(Extracted data entries)
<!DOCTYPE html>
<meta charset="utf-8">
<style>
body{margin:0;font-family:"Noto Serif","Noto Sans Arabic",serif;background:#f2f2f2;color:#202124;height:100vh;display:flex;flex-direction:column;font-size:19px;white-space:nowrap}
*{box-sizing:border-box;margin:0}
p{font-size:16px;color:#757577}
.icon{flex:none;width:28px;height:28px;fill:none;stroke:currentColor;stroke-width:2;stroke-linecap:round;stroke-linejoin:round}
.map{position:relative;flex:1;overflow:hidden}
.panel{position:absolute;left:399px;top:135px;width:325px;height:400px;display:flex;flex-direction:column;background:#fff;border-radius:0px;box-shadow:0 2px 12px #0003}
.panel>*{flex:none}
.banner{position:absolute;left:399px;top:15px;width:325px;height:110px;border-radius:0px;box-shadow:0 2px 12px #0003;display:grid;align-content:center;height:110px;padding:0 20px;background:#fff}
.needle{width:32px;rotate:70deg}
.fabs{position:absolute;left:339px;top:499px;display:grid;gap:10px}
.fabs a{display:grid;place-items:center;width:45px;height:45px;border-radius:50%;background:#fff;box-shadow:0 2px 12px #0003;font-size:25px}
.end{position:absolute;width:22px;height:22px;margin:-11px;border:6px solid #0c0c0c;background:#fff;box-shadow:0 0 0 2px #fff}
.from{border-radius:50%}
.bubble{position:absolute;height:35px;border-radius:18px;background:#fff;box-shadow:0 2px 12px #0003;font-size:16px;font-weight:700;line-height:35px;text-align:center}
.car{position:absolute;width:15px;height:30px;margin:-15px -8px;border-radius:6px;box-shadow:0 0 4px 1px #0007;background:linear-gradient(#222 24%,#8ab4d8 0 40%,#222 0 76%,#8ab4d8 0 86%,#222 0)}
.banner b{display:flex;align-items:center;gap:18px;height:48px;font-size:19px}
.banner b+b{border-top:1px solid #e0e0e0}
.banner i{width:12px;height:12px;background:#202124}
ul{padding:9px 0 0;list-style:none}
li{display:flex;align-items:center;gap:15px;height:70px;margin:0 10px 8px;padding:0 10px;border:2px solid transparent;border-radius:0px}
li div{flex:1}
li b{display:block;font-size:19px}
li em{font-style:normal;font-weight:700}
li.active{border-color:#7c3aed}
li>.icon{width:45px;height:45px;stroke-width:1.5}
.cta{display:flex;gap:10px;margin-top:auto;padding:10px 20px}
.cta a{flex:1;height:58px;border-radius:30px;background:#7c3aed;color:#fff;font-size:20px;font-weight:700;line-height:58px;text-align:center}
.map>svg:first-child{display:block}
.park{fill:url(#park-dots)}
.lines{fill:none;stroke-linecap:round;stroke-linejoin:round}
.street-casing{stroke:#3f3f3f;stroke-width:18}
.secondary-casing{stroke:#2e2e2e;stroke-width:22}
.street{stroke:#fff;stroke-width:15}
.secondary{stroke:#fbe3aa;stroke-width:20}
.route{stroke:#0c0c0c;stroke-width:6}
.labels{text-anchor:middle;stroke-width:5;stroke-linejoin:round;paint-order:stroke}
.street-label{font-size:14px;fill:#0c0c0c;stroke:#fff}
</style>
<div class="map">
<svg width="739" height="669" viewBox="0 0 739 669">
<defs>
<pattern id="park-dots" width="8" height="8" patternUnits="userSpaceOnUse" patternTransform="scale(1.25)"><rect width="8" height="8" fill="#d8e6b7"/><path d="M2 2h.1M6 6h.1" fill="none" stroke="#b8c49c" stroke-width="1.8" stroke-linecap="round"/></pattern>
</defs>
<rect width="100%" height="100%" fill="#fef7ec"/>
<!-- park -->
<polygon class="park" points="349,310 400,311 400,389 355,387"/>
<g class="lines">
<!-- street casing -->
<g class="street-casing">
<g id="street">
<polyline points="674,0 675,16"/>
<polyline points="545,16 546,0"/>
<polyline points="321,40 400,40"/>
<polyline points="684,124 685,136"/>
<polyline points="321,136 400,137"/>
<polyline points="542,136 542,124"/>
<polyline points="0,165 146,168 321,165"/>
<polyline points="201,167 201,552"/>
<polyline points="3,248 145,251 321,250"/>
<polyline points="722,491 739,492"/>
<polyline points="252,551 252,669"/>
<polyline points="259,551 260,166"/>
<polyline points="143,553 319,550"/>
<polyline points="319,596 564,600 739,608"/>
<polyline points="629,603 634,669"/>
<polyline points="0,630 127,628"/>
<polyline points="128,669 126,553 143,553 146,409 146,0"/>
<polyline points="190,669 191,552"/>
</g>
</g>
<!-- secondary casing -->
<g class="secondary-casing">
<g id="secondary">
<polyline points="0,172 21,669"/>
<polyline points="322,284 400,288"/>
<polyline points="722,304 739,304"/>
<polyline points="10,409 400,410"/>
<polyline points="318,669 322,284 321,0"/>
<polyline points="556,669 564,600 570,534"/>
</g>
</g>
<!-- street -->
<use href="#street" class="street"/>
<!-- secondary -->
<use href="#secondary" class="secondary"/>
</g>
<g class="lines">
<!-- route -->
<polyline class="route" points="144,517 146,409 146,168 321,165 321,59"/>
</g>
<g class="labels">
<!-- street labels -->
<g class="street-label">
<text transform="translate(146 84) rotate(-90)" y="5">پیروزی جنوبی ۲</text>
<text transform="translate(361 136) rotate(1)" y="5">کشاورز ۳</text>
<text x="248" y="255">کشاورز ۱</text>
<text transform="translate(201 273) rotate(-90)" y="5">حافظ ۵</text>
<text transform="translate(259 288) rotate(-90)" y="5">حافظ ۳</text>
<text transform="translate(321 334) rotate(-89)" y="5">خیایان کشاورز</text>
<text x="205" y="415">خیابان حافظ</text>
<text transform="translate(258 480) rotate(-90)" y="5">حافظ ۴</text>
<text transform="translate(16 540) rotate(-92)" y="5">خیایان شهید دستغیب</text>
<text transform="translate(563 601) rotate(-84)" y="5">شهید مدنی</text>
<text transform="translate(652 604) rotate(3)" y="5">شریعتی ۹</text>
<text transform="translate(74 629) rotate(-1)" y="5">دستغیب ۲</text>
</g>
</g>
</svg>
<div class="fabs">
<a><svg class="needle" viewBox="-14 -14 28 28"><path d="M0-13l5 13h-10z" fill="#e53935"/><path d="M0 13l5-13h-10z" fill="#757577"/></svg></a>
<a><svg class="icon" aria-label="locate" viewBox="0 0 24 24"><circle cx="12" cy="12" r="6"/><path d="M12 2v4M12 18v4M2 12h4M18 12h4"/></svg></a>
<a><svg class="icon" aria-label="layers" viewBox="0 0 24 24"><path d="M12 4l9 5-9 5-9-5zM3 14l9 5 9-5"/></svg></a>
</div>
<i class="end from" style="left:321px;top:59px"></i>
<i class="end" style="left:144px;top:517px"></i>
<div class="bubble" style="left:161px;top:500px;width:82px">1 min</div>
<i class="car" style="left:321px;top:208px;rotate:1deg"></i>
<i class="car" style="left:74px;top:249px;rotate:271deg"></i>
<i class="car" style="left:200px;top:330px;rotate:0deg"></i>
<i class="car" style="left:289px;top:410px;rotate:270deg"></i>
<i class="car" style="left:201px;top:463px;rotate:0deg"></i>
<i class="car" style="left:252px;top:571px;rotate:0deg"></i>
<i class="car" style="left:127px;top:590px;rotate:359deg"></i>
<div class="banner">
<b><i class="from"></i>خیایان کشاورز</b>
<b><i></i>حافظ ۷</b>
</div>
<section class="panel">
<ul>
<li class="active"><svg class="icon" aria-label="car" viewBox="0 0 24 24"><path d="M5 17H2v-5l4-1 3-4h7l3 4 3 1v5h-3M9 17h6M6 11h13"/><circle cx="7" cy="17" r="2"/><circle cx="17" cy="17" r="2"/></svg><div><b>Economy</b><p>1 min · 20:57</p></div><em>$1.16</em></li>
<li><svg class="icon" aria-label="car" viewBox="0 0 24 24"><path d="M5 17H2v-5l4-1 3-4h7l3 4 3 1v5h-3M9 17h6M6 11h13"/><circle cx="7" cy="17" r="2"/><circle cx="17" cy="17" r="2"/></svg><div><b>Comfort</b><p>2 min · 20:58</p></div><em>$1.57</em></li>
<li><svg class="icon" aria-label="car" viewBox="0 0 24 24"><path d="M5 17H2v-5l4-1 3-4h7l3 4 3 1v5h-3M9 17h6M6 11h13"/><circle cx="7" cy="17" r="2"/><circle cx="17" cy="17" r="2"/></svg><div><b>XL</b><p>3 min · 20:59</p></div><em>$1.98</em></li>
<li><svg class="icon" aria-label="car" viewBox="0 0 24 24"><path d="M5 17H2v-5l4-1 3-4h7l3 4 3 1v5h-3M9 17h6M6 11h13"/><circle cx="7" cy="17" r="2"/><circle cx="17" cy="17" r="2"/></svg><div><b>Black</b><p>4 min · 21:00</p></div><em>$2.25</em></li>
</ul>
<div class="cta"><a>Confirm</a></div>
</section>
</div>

§ TASK OBJECTIVE: Your answer should be the lines above, from the line containing "min · 20:57</p></div><em>$1.16</em></li>" up to and including the line containing "min · 20:59</p></div><em>$1.98</em></li>", reproduced exactly and with nothing else.

§ EXERCISE ANSWER:
<li class="active"><svg class="icon" aria-label="car" viewBox="0 0 24 24"><path d="M5 17H2v-5l4-1 3-4h7l3 4 3 1v5h-3M9 17h6M6 11h13"/><circle cx="7" cy="17" r="2"/><circle cx="17" cy="17" r="2"/></svg><div><b>Economy</b><p>1 min · 20:57</p></div><em>$1.16</em></li>
<li><svg class="icon" aria-label="car" viewBox="0 0 24 24"><path d="M5 17H2v-5l4-1 3-4h7l3 4 3 1v5h-3M9 17h6M6 11h13"/><circle cx="7" cy="17" r="2"/><circle cx="17" cy="17" r="2"/></svg><div><b>Comfort</b><p>2 min · 20:58</p></div><em>$1.57</em></li>
<li><svg class="icon" aria-label="car" viewBox="0 0 24 24"><path d="M5 17H2v-5l4-1 3-4h7l3 4 3 1v5h-3M9 17h6M6 11h13"/><circle cx="7" cy="17" r="2"/><circle cx="17" cy="17" r="2"/></svg><div><b>XL</b><p>3 min · 20:59</p></div><em>$1.98</em></li>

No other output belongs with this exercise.